The DAGs are included in a custom Docker image defined in the Dockerfile in this repository. Upon merging to the main branch, GitHub Actions build and push the Docker image to Google Cloud Artifact Registry. Watchtower monitors the registry for changes and pulls the updated image with the updated DAGs to the VM.
The Airflow configuration, including the docker-compose.yml, is defined and deployed on a VM using the SPalojoki Infrastructure Airflow Ansible role.
A local Airflow development setup can be created by configuring a development docker-compose file to spin up a local Airflow instance. However, this development docker-compose file has not yet been created, so there is no local development environment available.

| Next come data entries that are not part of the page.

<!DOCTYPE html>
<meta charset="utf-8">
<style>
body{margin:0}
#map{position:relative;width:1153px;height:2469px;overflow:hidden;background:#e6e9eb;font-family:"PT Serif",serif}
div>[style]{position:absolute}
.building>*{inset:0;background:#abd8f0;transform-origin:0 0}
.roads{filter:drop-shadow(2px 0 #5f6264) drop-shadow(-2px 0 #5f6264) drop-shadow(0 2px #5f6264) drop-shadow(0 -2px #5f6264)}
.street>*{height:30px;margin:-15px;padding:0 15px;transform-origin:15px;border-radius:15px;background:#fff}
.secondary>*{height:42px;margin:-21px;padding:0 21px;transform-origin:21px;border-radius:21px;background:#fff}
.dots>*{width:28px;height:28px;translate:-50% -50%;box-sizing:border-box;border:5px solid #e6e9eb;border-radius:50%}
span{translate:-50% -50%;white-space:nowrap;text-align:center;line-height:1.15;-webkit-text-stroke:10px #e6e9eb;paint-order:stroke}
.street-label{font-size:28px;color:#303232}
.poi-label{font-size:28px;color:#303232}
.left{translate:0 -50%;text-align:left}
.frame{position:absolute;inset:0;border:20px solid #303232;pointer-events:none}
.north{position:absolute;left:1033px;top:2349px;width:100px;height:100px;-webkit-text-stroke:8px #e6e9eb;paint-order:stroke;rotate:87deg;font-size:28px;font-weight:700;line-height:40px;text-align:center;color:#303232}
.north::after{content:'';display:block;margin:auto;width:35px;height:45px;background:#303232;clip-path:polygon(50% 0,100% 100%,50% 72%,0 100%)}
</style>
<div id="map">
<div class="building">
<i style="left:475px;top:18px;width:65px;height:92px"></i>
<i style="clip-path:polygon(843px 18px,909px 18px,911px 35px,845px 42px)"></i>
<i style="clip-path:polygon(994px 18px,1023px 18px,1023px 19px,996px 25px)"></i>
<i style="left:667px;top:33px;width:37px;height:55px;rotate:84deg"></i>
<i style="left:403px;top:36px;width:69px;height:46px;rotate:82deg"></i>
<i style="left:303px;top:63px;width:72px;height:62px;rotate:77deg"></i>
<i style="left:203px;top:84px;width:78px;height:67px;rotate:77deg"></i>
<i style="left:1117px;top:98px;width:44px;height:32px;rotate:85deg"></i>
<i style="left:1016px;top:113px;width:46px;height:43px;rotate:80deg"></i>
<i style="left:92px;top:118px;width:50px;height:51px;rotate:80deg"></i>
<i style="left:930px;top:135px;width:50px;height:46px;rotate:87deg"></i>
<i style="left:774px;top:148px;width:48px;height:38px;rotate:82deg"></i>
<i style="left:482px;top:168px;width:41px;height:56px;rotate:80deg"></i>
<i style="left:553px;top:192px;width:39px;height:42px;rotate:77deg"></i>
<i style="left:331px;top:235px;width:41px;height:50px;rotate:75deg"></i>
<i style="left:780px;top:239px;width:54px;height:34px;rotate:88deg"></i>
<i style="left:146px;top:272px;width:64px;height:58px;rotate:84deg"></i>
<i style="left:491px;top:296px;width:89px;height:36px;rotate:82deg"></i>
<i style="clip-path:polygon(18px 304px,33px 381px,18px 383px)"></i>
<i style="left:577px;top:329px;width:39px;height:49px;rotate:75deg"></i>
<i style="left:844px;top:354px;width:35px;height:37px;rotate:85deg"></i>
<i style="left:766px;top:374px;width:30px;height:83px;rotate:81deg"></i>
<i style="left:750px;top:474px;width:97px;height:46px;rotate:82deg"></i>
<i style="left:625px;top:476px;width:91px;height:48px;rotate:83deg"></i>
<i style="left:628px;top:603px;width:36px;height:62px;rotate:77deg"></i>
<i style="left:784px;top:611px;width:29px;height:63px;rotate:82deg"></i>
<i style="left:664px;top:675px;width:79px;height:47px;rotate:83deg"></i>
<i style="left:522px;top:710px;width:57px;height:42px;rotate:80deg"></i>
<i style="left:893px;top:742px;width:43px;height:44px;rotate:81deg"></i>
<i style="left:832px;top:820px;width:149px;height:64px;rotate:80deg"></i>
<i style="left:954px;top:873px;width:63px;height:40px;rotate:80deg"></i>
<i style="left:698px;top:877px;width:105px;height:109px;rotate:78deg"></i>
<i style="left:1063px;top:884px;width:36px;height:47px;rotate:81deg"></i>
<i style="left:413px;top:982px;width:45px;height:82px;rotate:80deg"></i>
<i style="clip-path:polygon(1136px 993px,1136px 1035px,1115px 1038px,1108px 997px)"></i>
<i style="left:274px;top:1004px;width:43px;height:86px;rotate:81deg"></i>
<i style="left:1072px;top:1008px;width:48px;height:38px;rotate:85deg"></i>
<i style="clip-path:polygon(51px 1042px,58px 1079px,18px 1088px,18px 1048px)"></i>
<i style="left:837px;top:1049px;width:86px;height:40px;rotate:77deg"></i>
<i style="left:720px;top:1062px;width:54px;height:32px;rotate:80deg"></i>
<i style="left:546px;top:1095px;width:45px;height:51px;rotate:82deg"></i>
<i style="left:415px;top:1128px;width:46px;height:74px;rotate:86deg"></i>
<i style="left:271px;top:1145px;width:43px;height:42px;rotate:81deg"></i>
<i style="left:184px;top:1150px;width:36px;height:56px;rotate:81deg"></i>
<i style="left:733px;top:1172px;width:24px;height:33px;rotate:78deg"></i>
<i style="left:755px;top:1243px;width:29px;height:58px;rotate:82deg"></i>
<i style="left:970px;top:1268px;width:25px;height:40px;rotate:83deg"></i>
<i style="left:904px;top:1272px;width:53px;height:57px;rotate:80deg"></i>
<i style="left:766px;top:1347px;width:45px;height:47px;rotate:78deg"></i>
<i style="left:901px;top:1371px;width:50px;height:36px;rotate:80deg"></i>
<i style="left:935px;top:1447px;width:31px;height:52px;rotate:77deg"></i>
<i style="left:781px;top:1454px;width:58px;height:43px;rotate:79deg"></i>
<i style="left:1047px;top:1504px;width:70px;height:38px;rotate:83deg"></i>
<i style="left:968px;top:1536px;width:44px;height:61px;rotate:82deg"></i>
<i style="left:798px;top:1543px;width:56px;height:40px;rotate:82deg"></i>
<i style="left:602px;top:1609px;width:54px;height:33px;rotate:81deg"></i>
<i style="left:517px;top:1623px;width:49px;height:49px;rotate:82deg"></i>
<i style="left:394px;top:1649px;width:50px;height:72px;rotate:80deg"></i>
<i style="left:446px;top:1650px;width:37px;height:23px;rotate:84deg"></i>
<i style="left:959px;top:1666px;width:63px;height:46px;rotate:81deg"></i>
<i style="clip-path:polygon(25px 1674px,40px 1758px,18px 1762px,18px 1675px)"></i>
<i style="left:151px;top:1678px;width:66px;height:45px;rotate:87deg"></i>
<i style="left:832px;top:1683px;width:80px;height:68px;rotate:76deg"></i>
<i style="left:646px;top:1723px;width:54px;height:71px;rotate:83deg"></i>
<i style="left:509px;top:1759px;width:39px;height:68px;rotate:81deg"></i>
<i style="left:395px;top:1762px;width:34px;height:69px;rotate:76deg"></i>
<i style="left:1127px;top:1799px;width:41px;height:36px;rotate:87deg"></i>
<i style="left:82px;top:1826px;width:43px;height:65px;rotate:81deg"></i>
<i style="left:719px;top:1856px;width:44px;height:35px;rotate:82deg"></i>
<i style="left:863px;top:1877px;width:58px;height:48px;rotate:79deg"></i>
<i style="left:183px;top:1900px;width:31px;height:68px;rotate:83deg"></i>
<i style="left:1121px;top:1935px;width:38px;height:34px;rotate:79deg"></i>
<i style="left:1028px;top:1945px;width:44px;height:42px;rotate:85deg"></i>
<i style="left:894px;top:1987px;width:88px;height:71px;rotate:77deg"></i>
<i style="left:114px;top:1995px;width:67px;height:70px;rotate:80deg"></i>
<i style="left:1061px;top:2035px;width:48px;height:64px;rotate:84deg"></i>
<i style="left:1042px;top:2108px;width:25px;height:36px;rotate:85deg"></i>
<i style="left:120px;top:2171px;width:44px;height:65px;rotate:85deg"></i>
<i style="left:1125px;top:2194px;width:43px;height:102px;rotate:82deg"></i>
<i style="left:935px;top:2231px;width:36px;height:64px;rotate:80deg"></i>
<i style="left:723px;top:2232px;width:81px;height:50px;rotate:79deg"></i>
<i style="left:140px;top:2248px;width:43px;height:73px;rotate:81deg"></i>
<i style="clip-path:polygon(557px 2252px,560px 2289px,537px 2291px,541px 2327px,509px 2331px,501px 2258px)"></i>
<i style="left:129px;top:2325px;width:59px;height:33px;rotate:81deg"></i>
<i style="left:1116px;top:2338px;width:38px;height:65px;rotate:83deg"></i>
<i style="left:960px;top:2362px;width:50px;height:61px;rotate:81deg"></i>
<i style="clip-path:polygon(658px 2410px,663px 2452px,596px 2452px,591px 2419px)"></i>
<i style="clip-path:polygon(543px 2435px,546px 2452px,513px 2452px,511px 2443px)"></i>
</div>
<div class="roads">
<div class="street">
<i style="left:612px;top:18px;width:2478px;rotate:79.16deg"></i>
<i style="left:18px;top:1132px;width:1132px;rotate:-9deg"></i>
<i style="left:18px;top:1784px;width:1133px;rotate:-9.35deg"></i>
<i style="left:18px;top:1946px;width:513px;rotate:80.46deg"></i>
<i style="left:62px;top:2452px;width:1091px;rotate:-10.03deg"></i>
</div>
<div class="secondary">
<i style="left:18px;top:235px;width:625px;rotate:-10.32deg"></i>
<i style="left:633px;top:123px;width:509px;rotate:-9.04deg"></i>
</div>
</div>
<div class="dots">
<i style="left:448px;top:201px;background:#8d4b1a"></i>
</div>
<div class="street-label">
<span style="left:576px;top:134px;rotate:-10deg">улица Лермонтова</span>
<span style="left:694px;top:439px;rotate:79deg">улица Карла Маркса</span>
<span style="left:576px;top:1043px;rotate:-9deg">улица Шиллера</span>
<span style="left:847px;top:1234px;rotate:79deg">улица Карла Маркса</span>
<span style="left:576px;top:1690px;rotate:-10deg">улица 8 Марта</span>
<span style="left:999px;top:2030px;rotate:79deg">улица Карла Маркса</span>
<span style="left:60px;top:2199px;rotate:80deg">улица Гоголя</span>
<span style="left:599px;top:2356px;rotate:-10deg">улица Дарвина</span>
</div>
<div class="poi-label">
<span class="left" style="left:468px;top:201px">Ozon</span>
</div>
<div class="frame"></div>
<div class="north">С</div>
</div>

As a workaround, you can test changes by building and pushing the local development image to the artifact registry before committing them to version control. This avoids bloating the Git history.
For Apple Silicon, use the docker buildx utility:
docker buildx build --platform linux/amd64 -t europe-west1-docker.pkg.dev/wise-key-423412-q8/spalojoki-artifact-registry/spalojoki-dataplatform-composer --push .For x86-based systems, use the regular docker build:
docker build europe-west1-docker.pkg.dev/wise-key-423412-q8/spalojoki-artifact-registry/spalojoki-dataplatform-composer --push .Use this approach with caution to avoid affecting the production environment, especially when scheduled DAGs are about to execute.

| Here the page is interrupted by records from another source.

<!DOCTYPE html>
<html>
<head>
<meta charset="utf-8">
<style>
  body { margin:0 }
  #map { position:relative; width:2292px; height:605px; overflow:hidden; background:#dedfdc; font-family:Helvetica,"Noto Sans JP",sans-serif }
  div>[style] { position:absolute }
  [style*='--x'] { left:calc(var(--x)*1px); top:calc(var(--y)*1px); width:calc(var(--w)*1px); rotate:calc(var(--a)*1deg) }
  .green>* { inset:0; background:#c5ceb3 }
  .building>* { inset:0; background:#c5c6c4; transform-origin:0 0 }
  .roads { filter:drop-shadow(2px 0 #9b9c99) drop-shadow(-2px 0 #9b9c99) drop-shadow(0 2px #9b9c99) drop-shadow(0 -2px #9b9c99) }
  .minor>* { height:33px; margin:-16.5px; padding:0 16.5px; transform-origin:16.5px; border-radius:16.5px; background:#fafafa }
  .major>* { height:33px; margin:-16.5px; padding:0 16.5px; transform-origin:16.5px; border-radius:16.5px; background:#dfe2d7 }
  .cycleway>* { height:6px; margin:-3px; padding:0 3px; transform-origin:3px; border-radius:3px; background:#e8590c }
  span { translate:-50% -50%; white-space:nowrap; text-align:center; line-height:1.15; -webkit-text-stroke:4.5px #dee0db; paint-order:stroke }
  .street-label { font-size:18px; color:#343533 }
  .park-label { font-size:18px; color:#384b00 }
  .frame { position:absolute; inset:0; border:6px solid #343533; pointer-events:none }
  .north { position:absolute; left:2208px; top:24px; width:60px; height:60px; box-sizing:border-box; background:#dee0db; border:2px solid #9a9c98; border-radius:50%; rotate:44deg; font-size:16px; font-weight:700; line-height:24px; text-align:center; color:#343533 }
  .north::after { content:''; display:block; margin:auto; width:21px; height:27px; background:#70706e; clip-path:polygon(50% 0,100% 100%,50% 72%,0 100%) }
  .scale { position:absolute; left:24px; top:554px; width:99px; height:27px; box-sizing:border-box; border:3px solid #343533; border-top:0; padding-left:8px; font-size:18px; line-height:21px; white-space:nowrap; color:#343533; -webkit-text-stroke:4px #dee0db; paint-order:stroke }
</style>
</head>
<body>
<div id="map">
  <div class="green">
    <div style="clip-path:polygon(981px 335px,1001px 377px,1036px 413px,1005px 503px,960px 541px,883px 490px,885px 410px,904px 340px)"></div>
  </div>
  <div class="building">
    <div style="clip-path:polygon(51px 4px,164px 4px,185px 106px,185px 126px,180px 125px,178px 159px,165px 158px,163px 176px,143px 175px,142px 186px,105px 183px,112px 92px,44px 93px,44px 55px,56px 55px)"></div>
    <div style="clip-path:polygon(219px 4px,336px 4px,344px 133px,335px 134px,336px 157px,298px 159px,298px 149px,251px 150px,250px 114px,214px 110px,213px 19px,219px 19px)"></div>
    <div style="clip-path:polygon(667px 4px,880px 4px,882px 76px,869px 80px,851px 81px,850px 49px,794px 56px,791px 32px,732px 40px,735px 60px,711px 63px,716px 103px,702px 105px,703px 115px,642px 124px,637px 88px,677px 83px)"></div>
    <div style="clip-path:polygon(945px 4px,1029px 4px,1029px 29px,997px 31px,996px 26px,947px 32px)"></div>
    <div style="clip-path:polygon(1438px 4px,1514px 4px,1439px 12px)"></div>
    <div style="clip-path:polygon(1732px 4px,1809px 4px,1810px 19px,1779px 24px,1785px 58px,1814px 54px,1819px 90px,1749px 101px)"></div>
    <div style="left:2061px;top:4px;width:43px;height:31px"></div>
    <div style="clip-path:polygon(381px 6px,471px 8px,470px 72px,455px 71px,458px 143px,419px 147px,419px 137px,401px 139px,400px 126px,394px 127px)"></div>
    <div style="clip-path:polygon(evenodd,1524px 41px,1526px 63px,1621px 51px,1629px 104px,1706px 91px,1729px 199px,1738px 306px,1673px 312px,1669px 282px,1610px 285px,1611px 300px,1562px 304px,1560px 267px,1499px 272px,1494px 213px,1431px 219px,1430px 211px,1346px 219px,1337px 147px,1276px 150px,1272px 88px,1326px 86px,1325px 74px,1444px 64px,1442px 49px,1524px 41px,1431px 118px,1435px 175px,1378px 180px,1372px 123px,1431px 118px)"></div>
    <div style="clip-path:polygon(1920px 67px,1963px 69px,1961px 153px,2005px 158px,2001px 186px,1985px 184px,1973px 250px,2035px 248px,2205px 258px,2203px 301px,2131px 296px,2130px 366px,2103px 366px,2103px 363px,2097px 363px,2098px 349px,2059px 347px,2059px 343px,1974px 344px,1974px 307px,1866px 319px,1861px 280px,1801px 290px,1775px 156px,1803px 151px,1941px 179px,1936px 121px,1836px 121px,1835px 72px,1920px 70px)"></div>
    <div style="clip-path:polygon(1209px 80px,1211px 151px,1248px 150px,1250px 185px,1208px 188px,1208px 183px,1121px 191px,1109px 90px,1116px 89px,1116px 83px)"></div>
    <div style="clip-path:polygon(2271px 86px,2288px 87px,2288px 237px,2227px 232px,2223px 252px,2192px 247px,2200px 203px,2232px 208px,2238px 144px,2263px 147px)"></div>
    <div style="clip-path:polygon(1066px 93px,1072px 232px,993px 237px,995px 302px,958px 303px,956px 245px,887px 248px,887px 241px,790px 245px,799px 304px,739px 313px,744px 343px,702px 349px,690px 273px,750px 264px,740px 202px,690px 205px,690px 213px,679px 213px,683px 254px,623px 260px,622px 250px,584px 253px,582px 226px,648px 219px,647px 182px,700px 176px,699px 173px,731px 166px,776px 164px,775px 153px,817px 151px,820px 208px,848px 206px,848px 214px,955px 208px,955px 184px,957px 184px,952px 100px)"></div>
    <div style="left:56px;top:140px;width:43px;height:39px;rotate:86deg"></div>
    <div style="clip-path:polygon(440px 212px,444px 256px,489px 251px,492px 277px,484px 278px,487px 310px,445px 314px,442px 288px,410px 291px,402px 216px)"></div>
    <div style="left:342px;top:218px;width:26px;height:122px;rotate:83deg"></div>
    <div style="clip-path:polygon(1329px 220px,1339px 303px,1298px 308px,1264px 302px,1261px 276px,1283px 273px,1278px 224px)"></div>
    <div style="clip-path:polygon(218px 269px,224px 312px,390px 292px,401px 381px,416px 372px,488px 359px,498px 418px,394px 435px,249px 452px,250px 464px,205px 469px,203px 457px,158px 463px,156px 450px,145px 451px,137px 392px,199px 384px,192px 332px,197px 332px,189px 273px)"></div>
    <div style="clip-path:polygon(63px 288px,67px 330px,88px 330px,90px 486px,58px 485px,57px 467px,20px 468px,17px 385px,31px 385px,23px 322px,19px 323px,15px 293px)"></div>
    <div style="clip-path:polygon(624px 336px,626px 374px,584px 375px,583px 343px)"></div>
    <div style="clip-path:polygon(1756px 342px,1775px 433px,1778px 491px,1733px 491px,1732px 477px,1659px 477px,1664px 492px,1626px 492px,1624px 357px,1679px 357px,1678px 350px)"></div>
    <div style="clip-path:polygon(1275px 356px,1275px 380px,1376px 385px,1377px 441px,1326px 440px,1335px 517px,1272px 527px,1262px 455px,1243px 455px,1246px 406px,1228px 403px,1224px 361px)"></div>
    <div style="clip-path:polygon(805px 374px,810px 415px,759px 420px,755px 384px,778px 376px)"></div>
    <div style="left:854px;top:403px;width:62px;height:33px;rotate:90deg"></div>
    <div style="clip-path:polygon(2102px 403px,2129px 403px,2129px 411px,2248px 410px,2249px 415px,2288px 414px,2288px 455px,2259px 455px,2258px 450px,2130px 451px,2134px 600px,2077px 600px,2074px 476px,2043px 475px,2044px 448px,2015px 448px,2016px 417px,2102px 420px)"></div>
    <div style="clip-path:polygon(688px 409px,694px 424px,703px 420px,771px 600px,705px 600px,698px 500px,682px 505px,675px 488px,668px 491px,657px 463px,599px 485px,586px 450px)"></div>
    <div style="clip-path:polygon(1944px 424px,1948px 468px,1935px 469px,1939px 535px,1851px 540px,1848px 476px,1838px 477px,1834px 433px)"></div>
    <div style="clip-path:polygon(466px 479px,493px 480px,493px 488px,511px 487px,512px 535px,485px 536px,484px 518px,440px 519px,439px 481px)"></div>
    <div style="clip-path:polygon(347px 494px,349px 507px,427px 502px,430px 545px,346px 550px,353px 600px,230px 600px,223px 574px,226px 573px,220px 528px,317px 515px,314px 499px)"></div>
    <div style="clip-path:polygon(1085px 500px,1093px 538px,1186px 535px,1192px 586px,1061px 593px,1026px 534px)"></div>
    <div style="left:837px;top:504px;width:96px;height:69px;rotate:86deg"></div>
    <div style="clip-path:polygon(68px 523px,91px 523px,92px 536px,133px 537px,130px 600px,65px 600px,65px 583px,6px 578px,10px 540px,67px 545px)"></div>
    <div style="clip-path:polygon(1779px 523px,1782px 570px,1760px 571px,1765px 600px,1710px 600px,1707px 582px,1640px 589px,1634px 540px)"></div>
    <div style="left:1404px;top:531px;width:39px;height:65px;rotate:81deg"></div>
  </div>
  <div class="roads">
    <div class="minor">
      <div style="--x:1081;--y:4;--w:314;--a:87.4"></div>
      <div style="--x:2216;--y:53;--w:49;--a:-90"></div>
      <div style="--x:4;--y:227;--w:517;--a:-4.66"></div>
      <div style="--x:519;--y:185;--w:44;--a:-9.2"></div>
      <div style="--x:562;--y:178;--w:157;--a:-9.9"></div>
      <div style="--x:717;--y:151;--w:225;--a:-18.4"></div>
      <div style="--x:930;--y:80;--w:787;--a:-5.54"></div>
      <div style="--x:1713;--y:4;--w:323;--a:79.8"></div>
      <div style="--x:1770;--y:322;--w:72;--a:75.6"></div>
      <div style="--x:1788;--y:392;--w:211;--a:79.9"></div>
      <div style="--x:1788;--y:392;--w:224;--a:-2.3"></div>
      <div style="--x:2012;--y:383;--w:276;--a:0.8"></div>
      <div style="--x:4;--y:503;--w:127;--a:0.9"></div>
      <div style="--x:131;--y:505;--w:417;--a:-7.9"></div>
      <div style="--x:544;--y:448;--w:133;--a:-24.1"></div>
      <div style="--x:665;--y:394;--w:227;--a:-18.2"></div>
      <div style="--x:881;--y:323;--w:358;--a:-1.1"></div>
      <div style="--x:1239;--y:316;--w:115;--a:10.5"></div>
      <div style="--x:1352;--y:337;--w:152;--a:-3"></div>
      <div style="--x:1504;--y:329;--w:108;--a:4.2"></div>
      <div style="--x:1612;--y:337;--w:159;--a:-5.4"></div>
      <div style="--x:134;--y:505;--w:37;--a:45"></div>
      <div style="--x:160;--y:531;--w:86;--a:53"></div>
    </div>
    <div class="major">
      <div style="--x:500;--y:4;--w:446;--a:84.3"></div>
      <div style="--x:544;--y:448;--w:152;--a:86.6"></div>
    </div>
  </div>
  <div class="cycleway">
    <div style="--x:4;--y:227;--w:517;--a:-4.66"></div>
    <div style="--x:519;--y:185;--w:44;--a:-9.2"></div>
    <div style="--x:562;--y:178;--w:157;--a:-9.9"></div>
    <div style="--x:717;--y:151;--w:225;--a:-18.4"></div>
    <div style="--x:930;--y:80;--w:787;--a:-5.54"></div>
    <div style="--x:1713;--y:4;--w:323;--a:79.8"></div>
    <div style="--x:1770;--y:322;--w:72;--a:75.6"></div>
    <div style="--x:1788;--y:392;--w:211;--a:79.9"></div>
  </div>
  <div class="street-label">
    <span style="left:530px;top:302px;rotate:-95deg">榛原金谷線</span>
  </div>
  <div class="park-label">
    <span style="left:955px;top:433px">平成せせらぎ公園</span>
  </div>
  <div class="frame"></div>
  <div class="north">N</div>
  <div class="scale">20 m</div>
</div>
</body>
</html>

Initially, the SPalojoki Data Platform employed a combination of Google Cloud services for data ingestion and builds. Data ingestion was managed using Google Cloud Functions, Google Cloud Scheduler, and Pub/Sub queues, while DBT builds were executed through Google Cloud Run and Docker containers. This setup was both lightweight and flawless in operation.
However, despite Airflow being somewhat excessive for SPalojoki Data Platform's needs, it was implemented for several key reasons. Primarily, using Airflow offers a valuable learning experience with an industry-standard orchestration tool. Moreover, it consolidates all processes into a single, cohesive platform, reducing the complexity and overhead associated with managing numerous microservices. This approach not only streamlines operations but also provides a more organized and maintainable system.